--- THE PROBLEM ---
Without the images, repeat every line of the listing verbatim.

--- TASK INPUTS ---
BEGIN

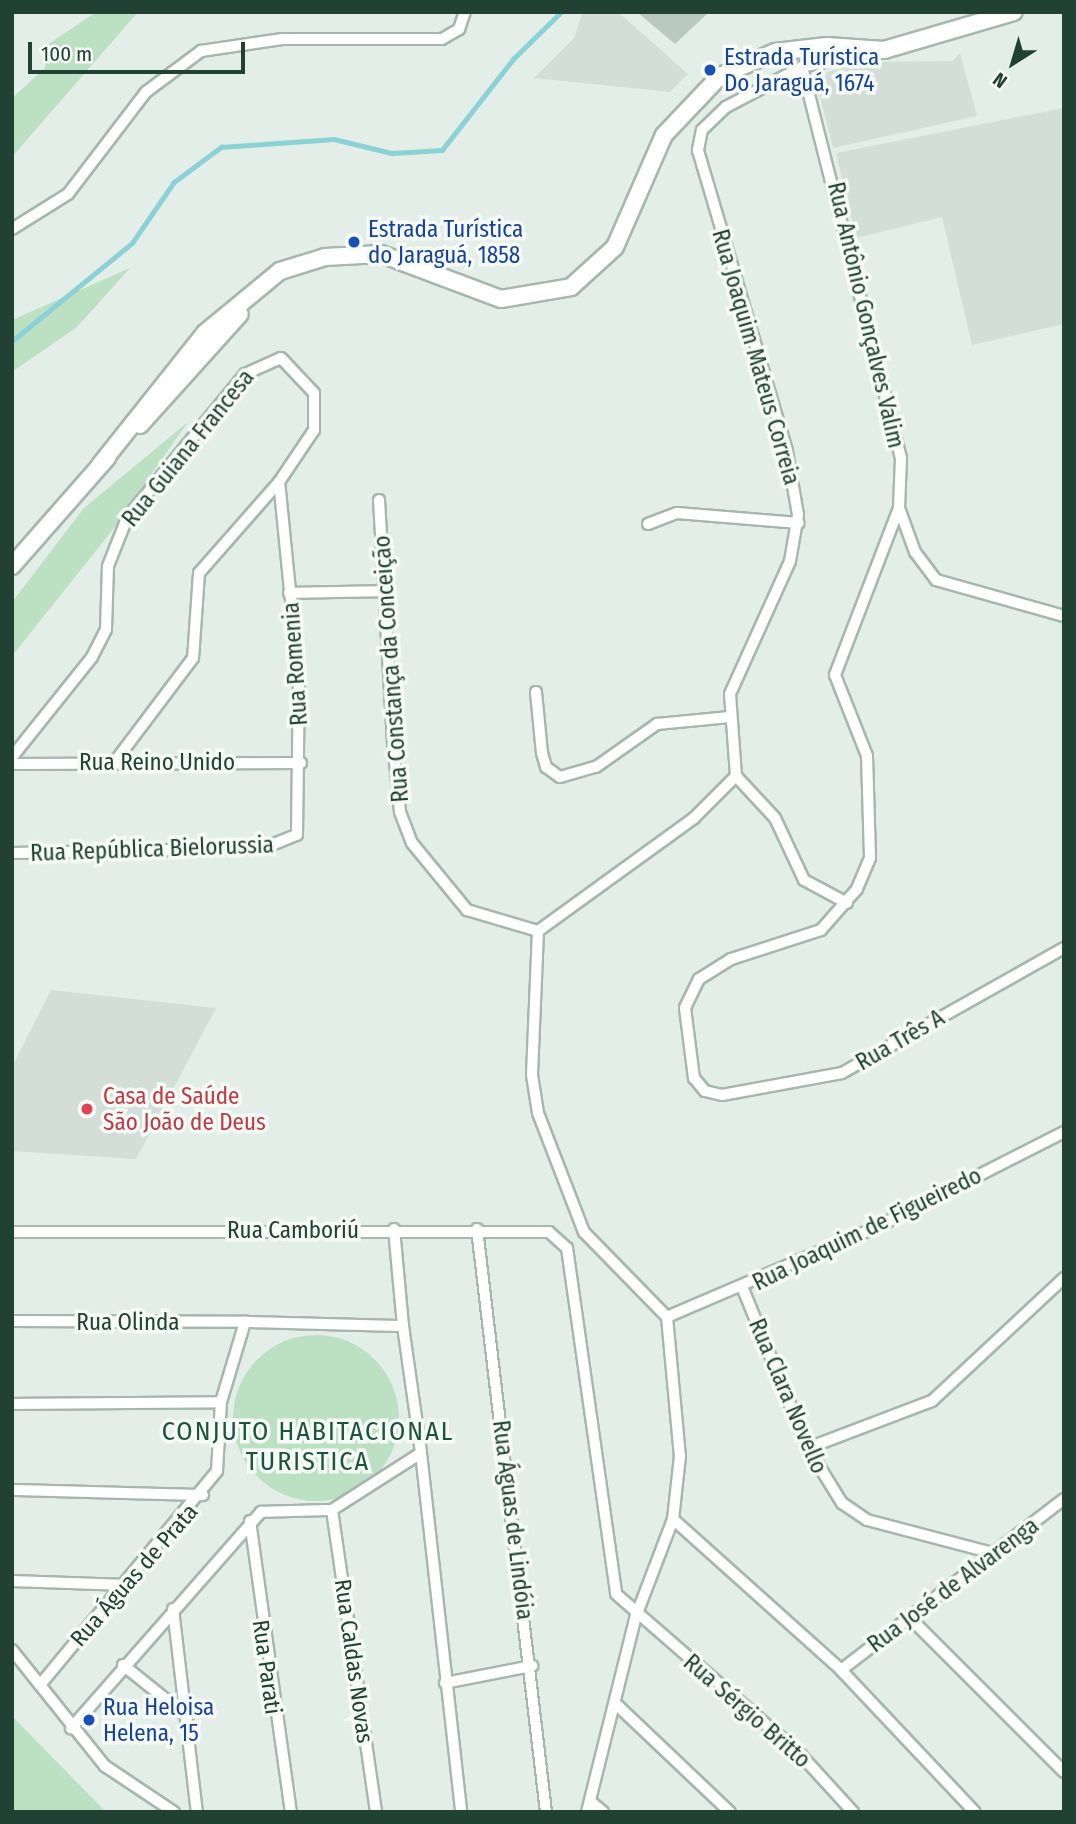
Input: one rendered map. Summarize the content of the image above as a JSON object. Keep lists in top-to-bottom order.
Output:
{
  "streets": {
    "street": [
      "Rua Antônio Gonçalves Valim",
      "Rua Joaquim Mateus Correia",
      "Rua Guiana Francesa",
      "Rua Romenia",
      "Rua Constança da Conceição",
      "Rua Reino Unido",
      "Rua República Bielorussia",
      "Rua Três A",
      "Rua Joaquim de Figueiredo",
      "Rua Camboriú",
      "Rua Olinda",
      "Rua Clara Novello",
      "Rua Águas de Lindóia",
      "Rua Águas de Prata",
      "Rua José de Alvarenga",
      "Rua Caldas Novas",
      "Rua Parati",
      "Rua Sérgio Britto"
    ]
  },
  "crossings": [
    ["Rua Antônio Gonçalves Valim", "Rua Joaquim Mateus Correia"],
    ["Rua Antônio Gonçalves Valim", "Rua Três A"],
    ["Rua Guiana Francesa", "Rua Romenia"],
    ["Rua Romenia", "Rua Reino Unido"],
    ["Rua Romenia", "Rua República Bielorussia"],
    ["Rua Joaquim de Figueiredo", "Rua Clara Novello"],
    ["Rua Camboriú", "Rua Águas de Lindóia"],
    ["Rua Camboriú", "Rua Sérgio Britto"],
    ["Rua Clara Novello", "Rua José de Alvarenga"]
  ],
  "districts": ["CONJUTO HABITACIONAL TURISTICA"],
  "places": [
    "Estrada Turística Do Jaraguá, 1674",
    "Estrada Turística do Jaraguá, 1858",
    "Casa de Saúde São João de Deus",
    "Rua Heloisa Helena, 15"
  ],
  "scale_bar": "100 m",
  "north": "bottom left"
}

END

--- RESPONSE BOX ---
Input: one rendered map. Summarize the content of the image above as a JSON object. Keep lists in top-to-bottom order.
Output:
{
  "streets": {
    "street": [
      "Rua Antônio Gonçalves Valim",
      "Rua Joaquim Mateus Correia",
      "Rua Guiana Francesa",
      "Rua Romenia",
      "Rua Constança da Conceição",
      "Rua Reino Unido",
      "Rua República Bielorussia",
      "Rua Três A",
      "Rua Joaquim de Figueiredo",
      "Rua Camboriú",
      "Rua Olinda",
      "Rua Clara Novello",
      "Rua Águas de Lindóia",
      "Rua Águas de Prata",
      "Rua José de Alvarenga",
      "Rua Caldas Novas",
      "Rua Parati",
      "Rua Sérgio Britto"
    ]
  },
  "crossings": [
    ["Rua Antônio Gonçalves Valim", "Rua Joaquim Mateus Correia"],
    ["Rua Antônio Gonçalves Valim", "Rua Três A"],
    ["Rua Guiana Francesa", "Rua Romenia"],
    ["Rua Romenia", "Rua Reino Unido"],
    ["Rua Romenia", "Rua República Bielorussia"],
    ["Rua Joaquim de Figueiredo", "Rua Clara Novello"],
    ["Rua Camboriú", "Rua Águas de Lindóia"],
    ["Rua Camboriú", "Rua Sérgio Britto"],
    ["Rua Clara Novello", "Rua José de Alvarenga"]
  ],
  "districts": ["CONJUTO HABITACIONAL TURISTICA"],
  "places": [
    "Estrada Turística Do Jaraguá, 1674",
    "Estrada Turística do Jaraguá, 1858",
    "Casa de Saúde São João de Deus",
    "Rua Heloisa Helena, 15"
  ],
  "scale_bar": "100 m",
  "north": "bottom left"
}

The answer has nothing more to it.